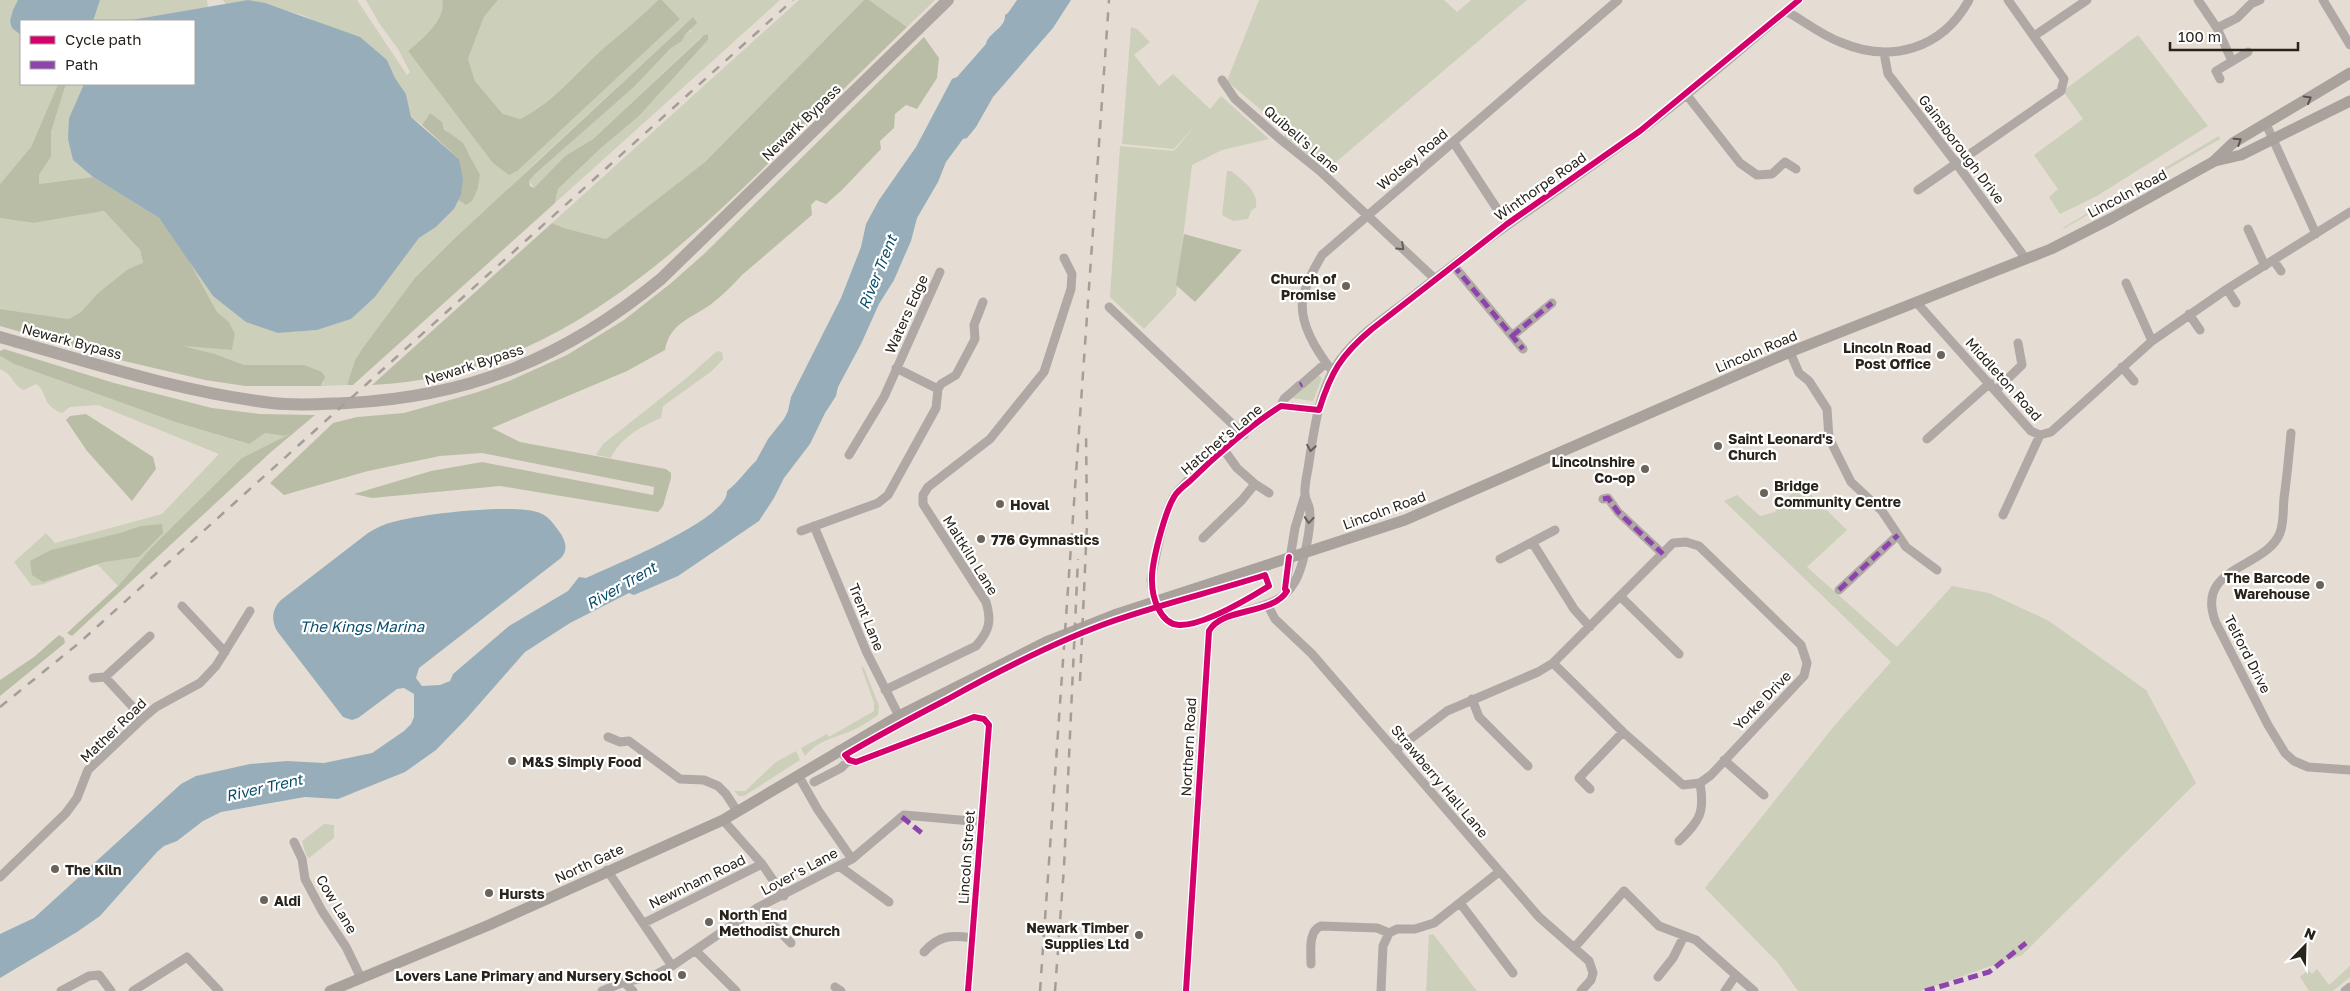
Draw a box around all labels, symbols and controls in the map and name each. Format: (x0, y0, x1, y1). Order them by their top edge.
legend (20, 20, 195, 85)
scale bar (2170, 20, 2298, 52)
text: 100 m (2178, 27, 2221, 45)
text: Cycle path (65, 30, 141, 48)
text: Path (65, 55, 98, 73)
street label: Newark Bypass (758, 80, 844, 164)
street label: Gainsborough Drive (1915, 91, 2009, 207)
one-way arrow (2302, 96, 2311, 106)
street label: Quibell's Lane (1261, 102, 1343, 176)
street label: Wolsey Road (1373, 125, 1451, 193)
one-way arrow (2233, 137, 2242, 147)
street label: Winthorpe Road (1491, 148, 1589, 224)
street label: Lincoln Road (2084, 165, 2170, 221)
water label: River Trent (854, 231, 901, 312)
one-way arrow (1395, 241, 1404, 250)
place label: Church of Promise (1271, 270, 1337, 303)
street label: Waters Edge (881, 272, 931, 356)
marker: Church of Promise (1340, 280, 1352, 292)
street label: Newark Bypass (20, 319, 124, 363)
street label: Lincoln Road (1713, 326, 1799, 376)
street label: Middleton Road (1962, 334, 2046, 424)
place label: Lincoln Road Post Office (1843, 339, 1931, 372)
street label: Newark Bypass (422, 340, 526, 388)
marker: Lincoln Road Post Office (1935, 349, 1947, 361)
street label: Hatchet's Lane (1177, 400, 1265, 478)
place label: Saint Leonard's Church (1728, 430, 1833, 463)
marker: Saint Leonard's Church (1712, 440, 1724, 452)
one-way arrow (1307, 444, 1317, 452)
place label: Lincolnshire Co-op (1551, 453, 1635, 486)
marker: Lincolnshire Co-op (1639, 463, 1651, 475)
place label: Bridge Community Centre (1774, 477, 1901, 510)
street label: Lincoln Road (1340, 487, 1428, 533)
marker: Bridge Community Centre (1758, 487, 1770, 499)
place label: Hoval (1010, 496, 1050, 513)
marker: Hoval (994, 498, 1006, 510)
street label: Maltkiln Lane (940, 512, 1002, 598)
one-way arrow (1303, 516, 1314, 524)
place label: 776 Gymnastics (991, 531, 1099, 548)
marker: 776 Gymnastics (975, 533, 987, 545)
water label: River Trent (583, 557, 661, 612)
place label: The Barcode Warehouse (2224, 569, 2310, 602)
marker: The Barcode Warehouse (2314, 579, 2326, 591)
street label: Trent Lane (846, 581, 888, 653)
street label: Telford Drive (2221, 612, 2275, 696)
water label: The Kings Marina (300, 617, 425, 636)
street label: Yorke Drive (1730, 667, 1794, 733)
street label: Mather Road (76, 694, 150, 766)
street label: Northern Road (1177, 697, 1199, 797)
street label: Strawberry Hall Lane (1388, 721, 1492, 841)
place label: M&S Simply Food (522, 753, 641, 770)
marker: M&S Simply Food (506, 755, 518, 767)
water label: River Trent (224, 769, 306, 805)
street label: Lincoln Street (954, 809, 978, 905)
street label: North Gate (552, 840, 626, 886)
street label: Lover's Lane (758, 844, 840, 898)
street label: Newnham Road (646, 850, 748, 912)
place label: The Kiln (65, 861, 121, 878)
marker: The Kiln (49, 863, 61, 875)
street label: Cow Lane (313, 872, 361, 936)
place label: Hursts (499, 885, 545, 902)
marker: Hursts (483, 887, 495, 899)
place label: Aldi (274, 892, 301, 909)
marker: Aldi (258, 894, 270, 906)
place label: North End Methodist Church (719, 906, 840, 939)
marker: North End Methodist Church (703, 916, 715, 928)
place label: Newark Timber Supplies Ltd (1026, 919, 1130, 952)
north arrow (2280, 921, 2330, 971)
text: N (2302, 924, 2318, 943)
marker: Newark Timber Supplies Ltd (1133, 929, 1145, 941)
place label: Lovers Lane Primary and Nursery School (395, 967, 672, 984)
marker: Lovers Lane Primary and Nursery School (676, 969, 688, 981)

___

**WHAT IS REQUIRED:** The whole listing should be printed again exactly as written, images excluded.

**EXERCISE SOLUTION:**
Draw a box around all labels, symbols and controls in the map and name each. Format: (x0, y0, x1, y1). Order them by their top edge.
legend (20, 20, 195, 85)
scale bar (2170, 20, 2298, 52)
text: 100 m (2178, 27, 2221, 45)
text: Cycle path (65, 30, 141, 48)
text: Path (65, 55, 98, 73)
street label: Newark Bypass (758, 80, 844, 164)
street label: Gainsborough Drive (1915, 91, 2009, 207)
one-way arrow (2302, 96, 2311, 106)
street label: Quibell's Lane (1261, 102, 1343, 176)
street label: Wolsey Road (1373, 125, 1451, 193)
one-way arrow (2233, 137, 2242, 147)
street label: Winthorpe Road (1491, 148, 1589, 224)
street label: Lincoln Road (2084, 165, 2170, 221)
water label: River Trent (854, 231, 901, 312)
one-way arrow (1395, 241, 1404, 250)
place label: Church of Promise (1271, 270, 1337, 303)
street label: Waters Edge (881, 272, 931, 356)
marker: Church of Promise (1340, 280, 1352, 292)
street label: Newark Bypass (20, 319, 124, 363)
street label: Lincoln Road (1713, 326, 1799, 376)
street label: Middleton Road (1962, 334, 2046, 424)
place label: Lincoln Road Post Office (1843, 339, 1931, 372)
street label: Newark Bypass (422, 340, 526, 388)
marker: Lincoln Road Post Office (1935, 349, 1947, 361)
street label: Hatchet's Lane (1177, 400, 1265, 478)
place label: Saint Leonard's Church (1728, 430, 1833, 463)
marker: Saint Leonard's Church (1712, 440, 1724, 452)
one-way arrow (1307, 444, 1317, 452)
place label: Lincolnshire Co-op (1551, 453, 1635, 486)
marker: Lincolnshire Co-op (1639, 463, 1651, 475)
place label: Bridge Community Centre (1774, 477, 1901, 510)
street label: Lincoln Road (1340, 487, 1428, 533)
marker: Bridge Community Centre (1758, 487, 1770, 499)
place label: Hoval (1010, 496, 1050, 513)
marker: Hoval (994, 498, 1006, 510)
street label: Maltkiln Lane (940, 512, 1002, 598)
one-way arrow (1303, 516, 1314, 524)
place label: 776 Gymnastics (991, 531, 1099, 548)
marker: 776 Gymnastics (975, 533, 987, 545)
water label: River Trent (583, 557, 661, 612)
place label: The Barcode Warehouse (2224, 569, 2310, 602)
marker: The Barcode Warehouse (2314, 579, 2326, 591)
street label: Trent Lane (846, 581, 888, 653)
street label: Telford Drive (2221, 612, 2275, 696)
water label: The Kings Marina (300, 617, 425, 636)
street label: Yorke Drive (1730, 667, 1794, 733)
street label: Mather Road (76, 694, 150, 766)
street label: Northern Road (1177, 697, 1199, 797)
street label: Strawberry Hall Lane (1388, 721, 1492, 841)
place label: M&S Simply Food (522, 753, 641, 770)
marker: M&S Simply Food (506, 755, 518, 767)
water label: River Trent (224, 769, 306, 805)
street label: Lincoln Street (954, 809, 978, 905)
street label: North Gate (552, 840, 626, 886)
street label: Lover's Lane (758, 844, 840, 898)
street label: Newnham Road (646, 850, 748, 912)
place label: The Kiln (65, 861, 121, 878)
marker: The Kiln (49, 863, 61, 875)
street label: Cow Lane (313, 872, 361, 936)
place label: Hursts (499, 885, 545, 902)
marker: Hursts (483, 887, 495, 899)
place label: Aldi (274, 892, 301, 909)
marker: Aldi (258, 894, 270, 906)
place label: North End Methodist Church (719, 906, 840, 939)
marker: North End Methodist Church (703, 916, 715, 928)
place label: Newark Timber Supplies Ltd (1026, 919, 1130, 952)
north arrow (2280, 921, 2330, 971)
text: N (2302, 924, 2318, 943)
marker: Newark Timber Supplies Ltd (1133, 929, 1145, 941)
place label: Lovers Lane Primary and Nursery School (395, 967, 672, 984)
marker: Lovers Lane Primary and Nursery School (676, 969, 688, 981)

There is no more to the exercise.